En salle à Montréal

Dogman

20 juin 2019

PRIMEUR
| Semaine 25 |
Du 21 au 27 juin 2019

 

RÉSUMÉ SUCCINCT
Dans une banlieue déshéritée, Marcello, toiletteur pour chiens discret et apprécié de tous, voit revenir de prison son ami Simoncino, un ancien boxeur accro à la cocaïne qui, très vite, rackette et brutalise le quartier. D’abord confiant, Marcello se laisse entraîner malgré lui dans une spirale criminelle.

< Le Film de la semaine >
Sophie Leclair-Tremblay

★★★★

LA PRISON DOMESTIQUE DES ÊTRES

Le cinéaste italien Matteo Garrone (Gomorrah, Reality) est de retour avec Dogman, long métrage qui présente le quotidien de Marcello (sublime interprétation de Marcello Fonte, prix d’interprétation masculine au Festival de Cannes), un toiletteur pour chiens dans un quartier défavorisé se trouvant en banlieue de la ville de Naples. Marcello entretient de bonnes relations avec les gens de son quartier, est père d’une magnifique petite fille et semble passionné par son boulot. Si ce portrait est somme toute porteur d’une certaine utopie, le film ne tarde pas à s’affirmer comme un univers où règne la brutalité. Cette dernière fait son apparition par l’entremise de Simone (Edoardo Pesce), ami de Marcello: il s’agit d’un personnage qui intimide et brutalise le voisinage ainsi que Marcello lui-même. Le lien qui les unit prend en quelque sorte ses racines sur cette violence perpétrée par Simone, violence qui teinte leurs échanges n’ayant pour but que l’argent et la cocaïne.

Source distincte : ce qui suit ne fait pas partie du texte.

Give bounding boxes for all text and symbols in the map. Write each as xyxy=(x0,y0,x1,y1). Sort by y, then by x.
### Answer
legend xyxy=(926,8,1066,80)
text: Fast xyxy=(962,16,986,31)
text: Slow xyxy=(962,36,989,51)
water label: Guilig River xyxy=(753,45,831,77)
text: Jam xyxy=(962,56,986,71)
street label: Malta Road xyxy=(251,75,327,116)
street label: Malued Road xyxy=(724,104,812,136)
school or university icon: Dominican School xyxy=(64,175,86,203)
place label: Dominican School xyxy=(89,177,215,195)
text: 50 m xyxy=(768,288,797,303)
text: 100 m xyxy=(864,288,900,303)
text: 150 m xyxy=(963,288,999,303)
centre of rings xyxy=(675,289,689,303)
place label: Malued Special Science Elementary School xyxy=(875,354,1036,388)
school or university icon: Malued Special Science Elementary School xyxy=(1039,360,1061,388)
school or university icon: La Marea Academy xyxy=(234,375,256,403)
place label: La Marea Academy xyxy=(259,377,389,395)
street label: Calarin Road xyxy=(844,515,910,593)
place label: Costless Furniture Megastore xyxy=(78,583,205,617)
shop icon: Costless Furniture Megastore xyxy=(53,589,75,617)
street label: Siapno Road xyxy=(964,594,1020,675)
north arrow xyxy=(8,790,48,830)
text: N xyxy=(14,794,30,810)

Alors que l’emprise de Simone gangrène la réalité de Marcello, le spectateur constate la prison intérieure dans laquelle vit ce dernier. S’il possède une physionomie et un langage corporel qui témoignent d’un être victime de son environnement, le film fait ressortir quelque chose de beaucoup plus complexe chez lui.

Les chiens dont Marcello s’occupe s’imposent comme un symbole majeur dans les rapports sociaux de l’univers du film. C’est d’ailleurs l’une des très grandes forces du long métrage de Garrone: il s’agit d’un cinéma qui fait confiance aux subtilités des actions et des environnements qu’il crée, là où réside un dialogue contemplatif puissant.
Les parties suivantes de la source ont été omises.